*** Recorded information ***
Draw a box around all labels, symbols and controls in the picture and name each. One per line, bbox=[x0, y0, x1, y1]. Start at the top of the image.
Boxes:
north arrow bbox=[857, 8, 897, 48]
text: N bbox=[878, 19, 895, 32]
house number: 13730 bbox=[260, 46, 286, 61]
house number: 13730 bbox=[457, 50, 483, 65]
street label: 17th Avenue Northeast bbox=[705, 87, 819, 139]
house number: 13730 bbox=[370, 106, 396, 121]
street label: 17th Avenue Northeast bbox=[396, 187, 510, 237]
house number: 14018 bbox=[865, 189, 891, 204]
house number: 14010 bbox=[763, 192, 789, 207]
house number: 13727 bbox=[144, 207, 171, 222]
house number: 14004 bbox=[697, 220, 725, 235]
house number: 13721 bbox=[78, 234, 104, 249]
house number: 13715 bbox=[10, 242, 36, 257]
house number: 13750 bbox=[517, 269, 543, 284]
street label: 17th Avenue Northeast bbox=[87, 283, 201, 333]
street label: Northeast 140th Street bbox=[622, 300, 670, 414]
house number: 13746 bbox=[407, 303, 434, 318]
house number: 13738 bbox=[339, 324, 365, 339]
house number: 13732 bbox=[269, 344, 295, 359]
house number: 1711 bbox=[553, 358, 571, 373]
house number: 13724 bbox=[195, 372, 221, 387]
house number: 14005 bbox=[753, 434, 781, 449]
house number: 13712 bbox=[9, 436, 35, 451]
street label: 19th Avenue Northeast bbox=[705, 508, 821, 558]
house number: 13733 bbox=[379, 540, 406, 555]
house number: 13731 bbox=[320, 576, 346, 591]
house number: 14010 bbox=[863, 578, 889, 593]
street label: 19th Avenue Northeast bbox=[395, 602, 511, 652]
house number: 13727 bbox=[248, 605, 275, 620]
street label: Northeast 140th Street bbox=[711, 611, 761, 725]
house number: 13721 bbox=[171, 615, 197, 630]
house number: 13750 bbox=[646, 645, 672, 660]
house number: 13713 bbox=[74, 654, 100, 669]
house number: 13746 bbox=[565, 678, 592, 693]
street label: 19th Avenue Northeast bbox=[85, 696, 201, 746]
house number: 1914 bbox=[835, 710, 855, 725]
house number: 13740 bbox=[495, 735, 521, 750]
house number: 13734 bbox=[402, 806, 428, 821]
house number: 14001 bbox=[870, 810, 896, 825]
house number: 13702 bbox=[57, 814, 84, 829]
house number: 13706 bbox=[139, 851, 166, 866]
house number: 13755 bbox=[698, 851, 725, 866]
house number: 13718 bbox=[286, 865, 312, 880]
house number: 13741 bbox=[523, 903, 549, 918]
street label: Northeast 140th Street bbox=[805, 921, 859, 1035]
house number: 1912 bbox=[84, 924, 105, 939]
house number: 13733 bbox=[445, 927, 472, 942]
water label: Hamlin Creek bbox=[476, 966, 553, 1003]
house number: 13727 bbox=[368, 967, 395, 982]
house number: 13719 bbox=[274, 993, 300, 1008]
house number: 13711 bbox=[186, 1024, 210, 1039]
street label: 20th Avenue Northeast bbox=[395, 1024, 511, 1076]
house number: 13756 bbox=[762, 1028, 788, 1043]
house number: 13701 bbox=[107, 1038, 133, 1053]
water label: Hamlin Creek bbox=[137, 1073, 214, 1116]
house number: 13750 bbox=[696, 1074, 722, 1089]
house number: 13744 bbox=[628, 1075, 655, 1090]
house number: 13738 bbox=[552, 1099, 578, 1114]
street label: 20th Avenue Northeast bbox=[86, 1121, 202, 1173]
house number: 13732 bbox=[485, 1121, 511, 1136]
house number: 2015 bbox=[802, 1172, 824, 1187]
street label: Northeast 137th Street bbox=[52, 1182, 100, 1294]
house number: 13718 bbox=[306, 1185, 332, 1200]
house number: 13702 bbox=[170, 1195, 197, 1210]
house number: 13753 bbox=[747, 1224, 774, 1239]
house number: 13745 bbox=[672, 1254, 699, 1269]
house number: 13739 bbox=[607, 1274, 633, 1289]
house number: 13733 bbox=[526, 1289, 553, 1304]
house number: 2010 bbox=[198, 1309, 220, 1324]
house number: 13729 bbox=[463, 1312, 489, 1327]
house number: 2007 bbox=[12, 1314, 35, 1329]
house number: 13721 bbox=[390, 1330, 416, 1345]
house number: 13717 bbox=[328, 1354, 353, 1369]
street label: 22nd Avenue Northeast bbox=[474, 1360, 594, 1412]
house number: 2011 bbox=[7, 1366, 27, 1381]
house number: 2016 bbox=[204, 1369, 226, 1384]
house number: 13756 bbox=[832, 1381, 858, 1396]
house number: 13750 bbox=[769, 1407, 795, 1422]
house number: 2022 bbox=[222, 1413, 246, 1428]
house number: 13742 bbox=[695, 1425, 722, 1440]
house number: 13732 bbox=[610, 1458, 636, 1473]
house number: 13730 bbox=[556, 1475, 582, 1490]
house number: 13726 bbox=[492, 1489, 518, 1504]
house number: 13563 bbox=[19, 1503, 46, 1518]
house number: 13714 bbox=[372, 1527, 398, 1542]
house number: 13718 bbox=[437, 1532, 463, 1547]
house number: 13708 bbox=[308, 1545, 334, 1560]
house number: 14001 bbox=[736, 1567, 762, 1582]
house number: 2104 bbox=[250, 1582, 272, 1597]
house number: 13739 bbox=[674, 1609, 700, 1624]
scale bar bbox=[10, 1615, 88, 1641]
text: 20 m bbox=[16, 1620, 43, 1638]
*** End of Recorded information ***
## Your goal
Reproduce each record exactly as it appears.

## Task result
Draw a box around all labels, symbols and controls in the picture and name each. One per line, bbox=[x0, y0, x1, y1]. Start at the top of the image.
Boxes:
north arrow bbox=[857, 8, 897, 48]
text: N bbox=[878, 19, 895, 32]
house number: 13730 bbox=[260, 46, 286, 61]
house number: 13730 bbox=[457, 50, 483, 65]
street label: 17th Avenue Northeast bbox=[705, 87, 819, 139]
house number: 13730 bbox=[370, 106, 396, 121]
street label: 17th Avenue Northeast bbox=[396, 187, 510, 237]
house number: 14018 bbox=[865, 189, 891, 204]
house number: 14010 bbox=[763, 192, 789, 207]
house number: 13727 bbox=[144, 207, 171, 222]
house number: 14004 bbox=[697, 220, 725, 235]
house number: 13721 bbox=[78, 234, 104, 249]
house number: 13715 bbox=[10, 242, 36, 257]
house number: 13750 bbox=[517, 269, 543, 284]
street label: 17th Avenue Northeast bbox=[87, 283, 201, 333]
street label: Northeast 140th Street bbox=[622, 300, 670, 414]
house number: 13746 bbox=[407, 303, 434, 318]
house number: 13738 bbox=[339, 324, 365, 339]
house number: 13732 bbox=[269, 344, 295, 359]
house number: 1711 bbox=[553, 358, 571, 373]
house number: 13724 bbox=[195, 372, 221, 387]
house number: 14005 bbox=[753, 434, 781, 449]
house number: 13712 bbox=[9, 436, 35, 451]
street label: 19th Avenue Northeast bbox=[705, 508, 821, 558]
house number: 13733 bbox=[379, 540, 406, 555]
house number: 13731 bbox=[320, 576, 346, 591]
house number: 14010 bbox=[863, 578, 889, 593]
street label: 19th Avenue Northeast bbox=[395, 602, 511, 652]
house number: 13727 bbox=[248, 605, 275, 620]
street label: Northeast 140th Street bbox=[711, 611, 761, 725]
house number: 13721 bbox=[171, 615, 197, 630]
house number: 13750 bbox=[646, 645, 672, 660]
house number: 13713 bbox=[74, 654, 100, 669]
house number: 13746 bbox=[565, 678, 592, 693]
street label: 19th Avenue Northeast bbox=[85, 696, 201, 746]
house number: 1914 bbox=[835, 710, 855, 725]
house number: 13740 bbox=[495, 735, 521, 750]
house number: 13734 bbox=[402, 806, 428, 821]
house number: 14001 bbox=[870, 810, 896, 825]
house number: 13702 bbox=[57, 814, 84, 829]
house number: 13706 bbox=[139, 851, 166, 866]
house number: 13755 bbox=[698, 851, 725, 866]
house number: 13718 bbox=[286, 865, 312, 880]
house number: 13741 bbox=[523, 903, 549, 918]
street label: Northeast 140th Street bbox=[805, 921, 859, 1035]
house number: 1912 bbox=[84, 924, 105, 939]
house number: 13733 bbox=[445, 927, 472, 942]
water label: Hamlin Creek bbox=[476, 966, 553, 1003]
house number: 13727 bbox=[368, 967, 395, 982]
house number: 13719 bbox=[274, 993, 300, 1008]
house number: 13711 bbox=[186, 1024, 210, 1039]
street label: 20th Avenue Northeast bbox=[395, 1024, 511, 1076]
house number: 13756 bbox=[762, 1028, 788, 1043]
house number: 13701 bbox=[107, 1038, 133, 1053]
water label: Hamlin Creek bbox=[137, 1073, 214, 1116]
house number: 13750 bbox=[696, 1074, 722, 1089]
house number: 13744 bbox=[628, 1075, 655, 1090]
house number: 13738 bbox=[552, 1099, 578, 1114]
street label: 20th Avenue Northeast bbox=[86, 1121, 202, 1173]
house number: 13732 bbox=[485, 1121, 511, 1136]
house number: 2015 bbox=[802, 1172, 824, 1187]
street label: Northeast 137th Street bbox=[52, 1182, 100, 1294]
house number: 13718 bbox=[306, 1185, 332, 1200]
house number: 13702 bbox=[170, 1195, 197, 1210]
house number: 13753 bbox=[747, 1224, 774, 1239]
house number: 13745 bbox=[672, 1254, 699, 1269]
house number: 13739 bbox=[607, 1274, 633, 1289]
house number: 13733 bbox=[526, 1289, 553, 1304]
house number: 2010 bbox=[198, 1309, 220, 1324]
house number: 13729 bbox=[463, 1312, 489, 1327]
house number: 2007 bbox=[12, 1314, 35, 1329]
house number: 13721 bbox=[390, 1330, 416, 1345]
house number: 13717 bbox=[328, 1354, 353, 1369]
street label: 22nd Avenue Northeast bbox=[474, 1360, 594, 1412]
house number: 2011 bbox=[7, 1366, 27, 1381]
house number: 2016 bbox=[204, 1369, 226, 1384]
house number: 13756 bbox=[832, 1381, 858, 1396]
house number: 13750 bbox=[769, 1407, 795, 1422]
house number: 2022 bbox=[222, 1413, 246, 1428]
house number: 13742 bbox=[695, 1425, 722, 1440]
house number: 13732 bbox=[610, 1458, 636, 1473]
house number: 13730 bbox=[556, 1475, 582, 1490]
house number: 13726 bbox=[492, 1489, 518, 1504]
house number: 13563 bbox=[19, 1503, 46, 1518]
house number: 13714 bbox=[372, 1527, 398, 1542]
house number: 13718 bbox=[437, 1532, 463, 1547]
house number: 13708 bbox=[308, 1545, 334, 1560]
house number: 14001 bbox=[736, 1567, 762, 1582]
house number: 2104 bbox=[250, 1582, 272, 1597]
house number: 13739 bbox=[674, 1609, 700, 1624]
scale bar bbox=[10, 1615, 88, 1641]
text: 20 m bbox=[16, 1620, 43, 1638]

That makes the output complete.